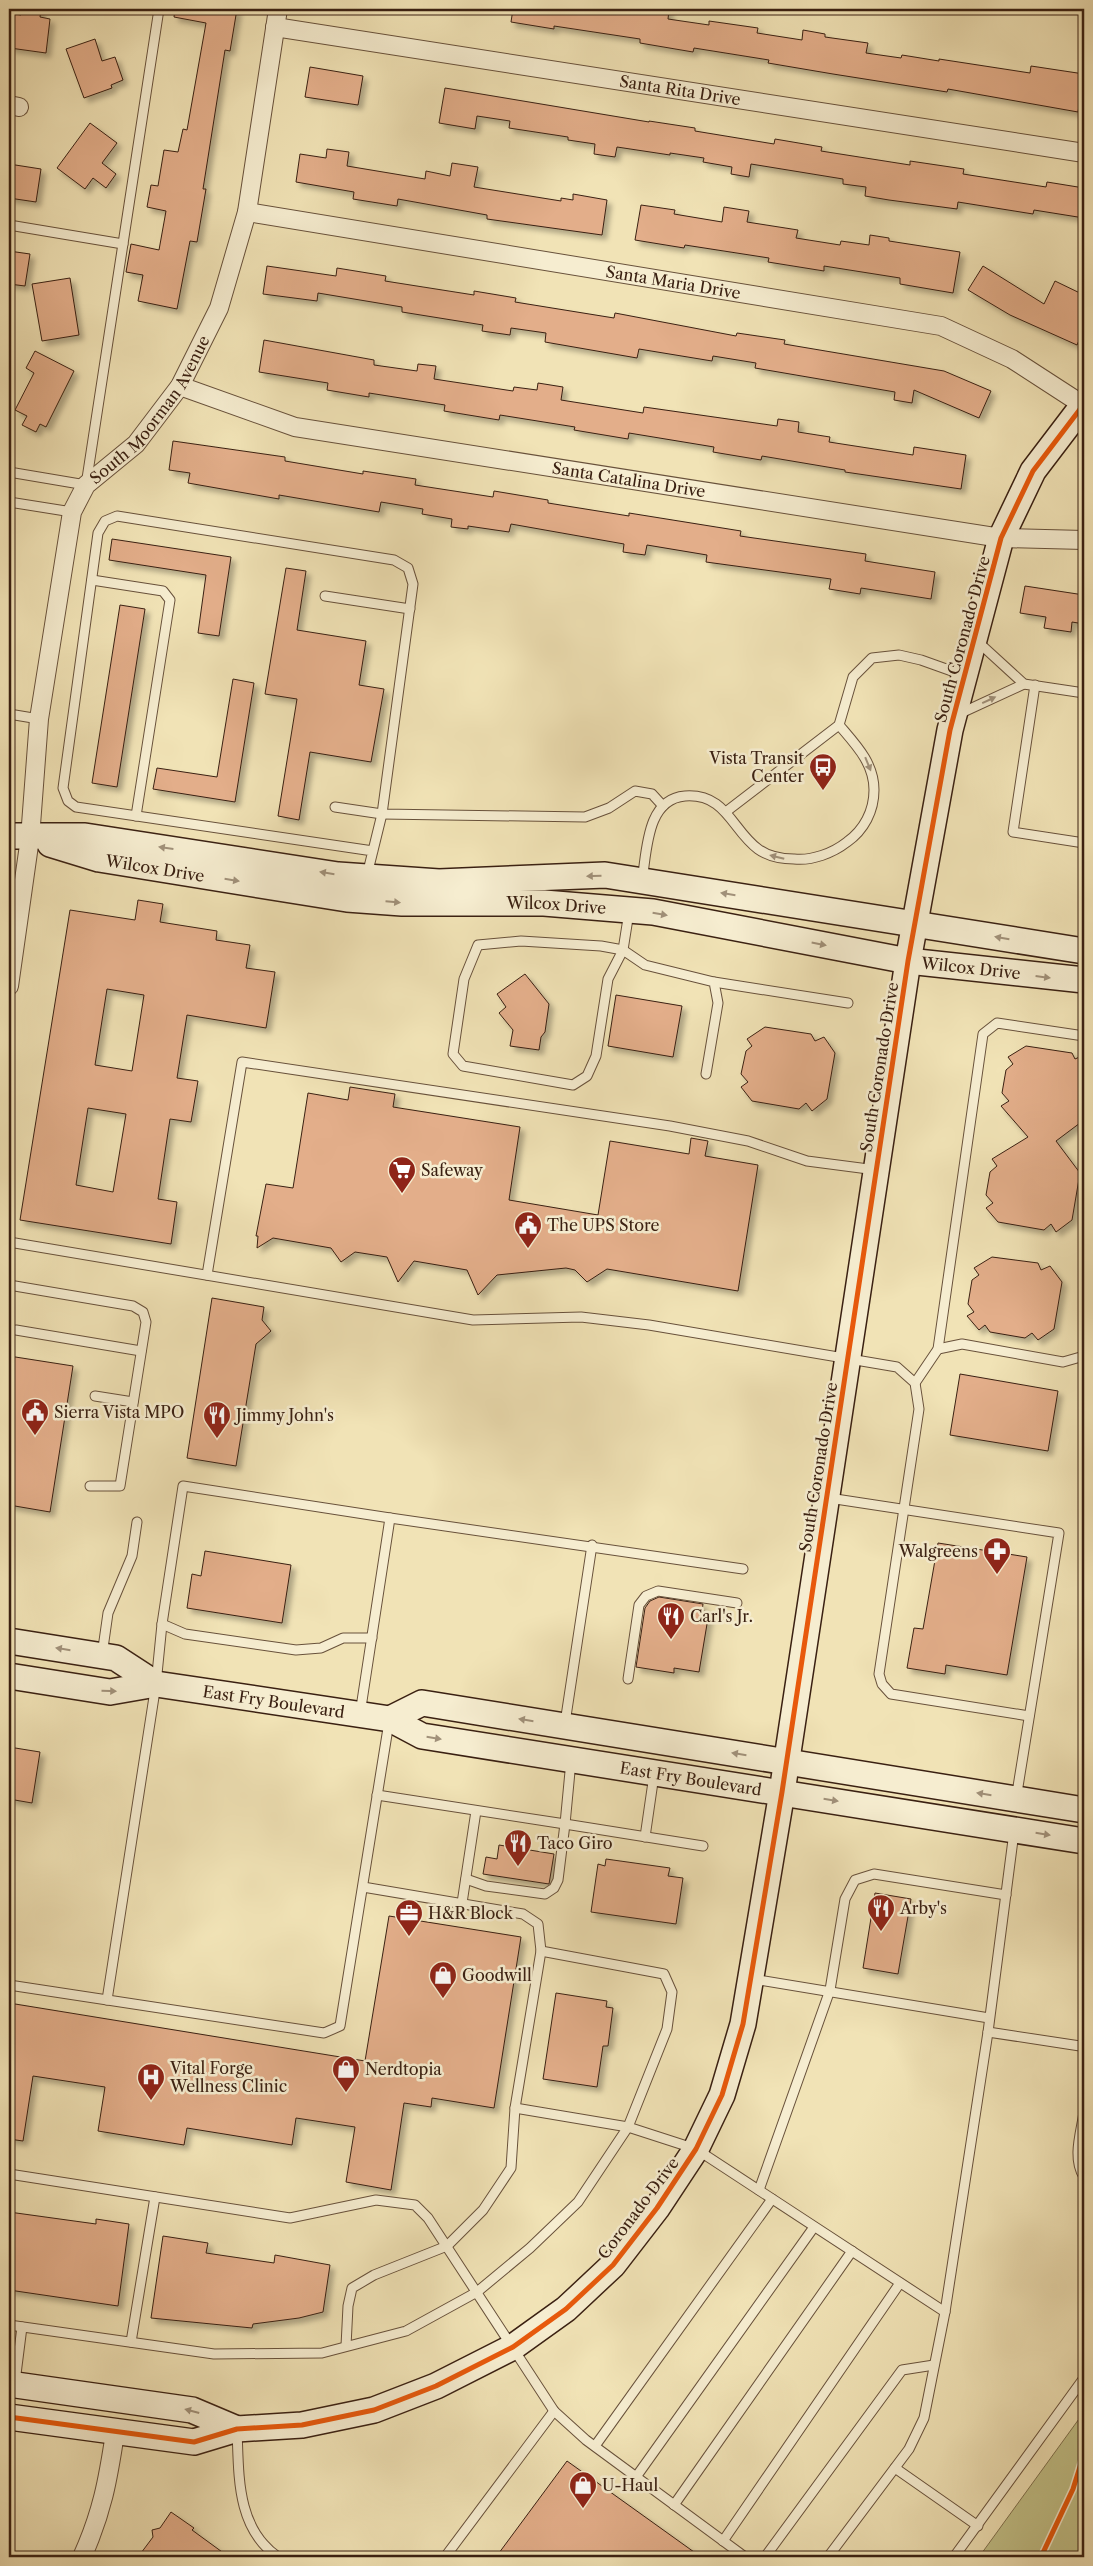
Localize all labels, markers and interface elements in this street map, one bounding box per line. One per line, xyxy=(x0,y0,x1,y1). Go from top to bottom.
street label: Santa Rita Drive xyxy=(618,71,742,109)
street label: Santa Maria Drive xyxy=(604,261,742,303)
street label: South Moorman Avenue xyxy=(85,332,214,488)
street label: Santa Catalina Drive xyxy=(551,458,707,501)
street label: South Coronado Drive xyxy=(930,554,994,724)
one-way arrow xyxy=(982,696,996,704)
place label: Vista Transit Center xyxy=(708,748,804,786)
bus stop icon: Vista Transit Center xyxy=(808,752,838,791)
one-way arrow xyxy=(864,757,872,771)
one-way arrow xyxy=(158,843,174,851)
street label: Wilcox Drive xyxy=(103,850,206,886)
one-way arrow xyxy=(769,853,785,861)
one-way arrow xyxy=(318,868,334,876)
one-way arrow xyxy=(585,872,601,880)
one-way arrow xyxy=(224,876,240,884)
one-way arrow xyxy=(719,890,735,898)
street label: Wilcox Drive xyxy=(505,893,607,918)
one-way arrow xyxy=(385,899,401,907)
one-way arrow xyxy=(652,910,668,918)
one-way arrow xyxy=(993,933,1009,941)
one-way arrow xyxy=(812,940,827,948)
street label: Wilcox Drive xyxy=(919,952,1022,983)
one-way arrow xyxy=(1035,973,1051,981)
street label: South Coronado Drive xyxy=(856,981,902,1153)
supermarket icon: Safeway xyxy=(387,1155,417,1194)
place label: Safeway xyxy=(421,1160,484,1180)
public building icon: The UPS Store xyxy=(513,1210,543,1249)
place label: The UPS Store xyxy=(547,1215,660,1235)
street label: South Coronado Drive xyxy=(795,1381,841,1553)
public building icon: Sierra Vista MPO xyxy=(20,1397,50,1436)
restaurant icon: Jimmy John's xyxy=(202,1400,232,1439)
place label: Sierra Vista MPO xyxy=(54,1402,184,1422)
place label: Jimmy John's xyxy=(233,1405,334,1425)
pharmacy icon: Walgreens xyxy=(982,1536,1012,1575)
place label: Walgreens xyxy=(898,1541,978,1561)
restaurant icon: Carl's Jr. xyxy=(656,1601,686,1640)
place label: Carl's Jr. xyxy=(690,1606,753,1626)
one-way arrow xyxy=(55,1645,71,1653)
street label: East Fry Boulevard xyxy=(201,1681,346,1722)
one-way arrow xyxy=(101,1687,117,1695)
one-way arrow xyxy=(518,1716,534,1724)
one-way arrow xyxy=(426,1734,442,1742)
one-way arrow xyxy=(730,1750,746,1758)
street label: East Fry Boulevard xyxy=(619,1758,763,1800)
one-way arrow xyxy=(976,1789,992,1797)
one-way arrow xyxy=(823,1796,839,1804)
restaurant icon: Taco Giro xyxy=(503,1828,533,1867)
one-way arrow xyxy=(1035,1831,1051,1839)
place label: Taco Giro xyxy=(537,1833,613,1853)
restaurant icon: Arby's xyxy=(866,1893,896,1932)
office icon: H&R Block xyxy=(394,1898,424,1937)
place label: Arby's xyxy=(899,1898,947,1918)
place label: H&R Block xyxy=(428,1903,514,1923)
shop icon: Goodwill xyxy=(428,1960,458,1999)
place label: Goodwill xyxy=(462,1965,532,1985)
shop icon: Nerdtopia xyxy=(331,2054,361,2093)
place label: Vital Forge Wellness Clinic xyxy=(169,2058,287,2096)
place label: Nerdtopia xyxy=(365,2059,442,2079)
hospital icon: Vital Forge Wellness Clinic xyxy=(136,2062,166,2101)
street label: Coronado Drive xyxy=(593,2153,683,2263)
one-way arrow xyxy=(185,2407,200,2415)
shop icon: U-Haul xyxy=(568,2470,598,2509)
place label: U-Haul xyxy=(602,2475,658,2495)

* * *

_WHAT THE TASK ASKS_
The output has to match the data above line for line, except that pictures are dropped.

_EXERCISE RESPONSE_
Localize all labels, markers and interface elements in this street map, one bounding box per line. One per line, xyxy=(x0,y0,x1,y1). Go from top to bottom.
street label: Santa Rita Drive xyxy=(618,71,742,109)
street label: Santa Maria Drive xyxy=(604,261,742,303)
street label: South Moorman Avenue xyxy=(85,332,214,488)
street label: Santa Catalina Drive xyxy=(551,458,707,501)
street label: South Coronado Drive xyxy=(930,554,994,724)
one-way arrow xyxy=(982,696,996,704)
place label: Vista Transit Center xyxy=(708,748,804,786)
bus stop icon: Vista Transit Center xyxy=(808,752,838,791)
one-way arrow xyxy=(864,757,872,771)
one-way arrow xyxy=(158,843,174,851)
street label: Wilcox Drive xyxy=(103,850,206,886)
one-way arrow xyxy=(769,853,785,861)
one-way arrow xyxy=(318,868,334,876)
one-way arrow xyxy=(585,872,601,880)
one-way arrow xyxy=(224,876,240,884)
one-way arrow xyxy=(719,890,735,898)
street label: Wilcox Drive xyxy=(505,893,607,918)
one-way arrow xyxy=(385,899,401,907)
one-way arrow xyxy=(652,910,668,918)
one-way arrow xyxy=(993,933,1009,941)
one-way arrow xyxy=(812,940,827,948)
street label: Wilcox Drive xyxy=(919,952,1022,983)
one-way arrow xyxy=(1035,973,1051,981)
street label: South Coronado Drive xyxy=(856,981,902,1153)
supermarket icon: Safeway xyxy=(387,1155,417,1194)
place label: Safeway xyxy=(421,1160,484,1180)
public building icon: The UPS Store xyxy=(513,1210,543,1249)
place label: The UPS Store xyxy=(547,1215,660,1235)
street label: South Coronado Drive xyxy=(795,1381,841,1553)
public building icon: Sierra Vista MPO xyxy=(20,1397,50,1436)
restaurant icon: Jimmy John's xyxy=(202,1400,232,1439)
place label: Sierra Vista MPO xyxy=(54,1402,184,1422)
place label: Jimmy John's xyxy=(233,1405,334,1425)
pharmacy icon: Walgreens xyxy=(982,1536,1012,1575)
place label: Walgreens xyxy=(898,1541,978,1561)
restaurant icon: Carl's Jr. xyxy=(656,1601,686,1640)
place label: Carl's Jr. xyxy=(690,1606,753,1626)
one-way arrow xyxy=(55,1645,71,1653)
street label: East Fry Boulevard xyxy=(201,1681,346,1722)
one-way arrow xyxy=(101,1687,117,1695)
one-way arrow xyxy=(518,1716,534,1724)
one-way arrow xyxy=(426,1734,442,1742)
one-way arrow xyxy=(730,1750,746,1758)
street label: East Fry Boulevard xyxy=(619,1758,763,1800)
one-way arrow xyxy=(976,1789,992,1797)
one-way arrow xyxy=(823,1796,839,1804)
restaurant icon: Taco Giro xyxy=(503,1828,533,1867)
one-way arrow xyxy=(1035,1831,1051,1839)
place label: Taco Giro xyxy=(537,1833,613,1853)
restaurant icon: Arby's xyxy=(866,1893,896,1932)
office icon: H&R Block xyxy=(394,1898,424,1937)
place label: Arby's xyxy=(899,1898,947,1918)
place label: H&R Block xyxy=(428,1903,514,1923)
shop icon: Goodwill xyxy=(428,1960,458,1999)
place label: Goodwill xyxy=(462,1965,532,1985)
shop icon: Nerdtopia xyxy=(331,2054,361,2093)
place label: Vital Forge Wellness Clinic xyxy=(169,2058,287,2096)
place label: Nerdtopia xyxy=(365,2059,442,2079)
hospital icon: Vital Forge Wellness Clinic xyxy=(136,2062,166,2101)
street label: Coronado Drive xyxy=(593,2153,683,2263)
one-way arrow xyxy=(185,2407,200,2415)
shop icon: U-Haul xyxy=(568,2470,598,2509)
place label: U-Haul xyxy=(602,2475,658,2495)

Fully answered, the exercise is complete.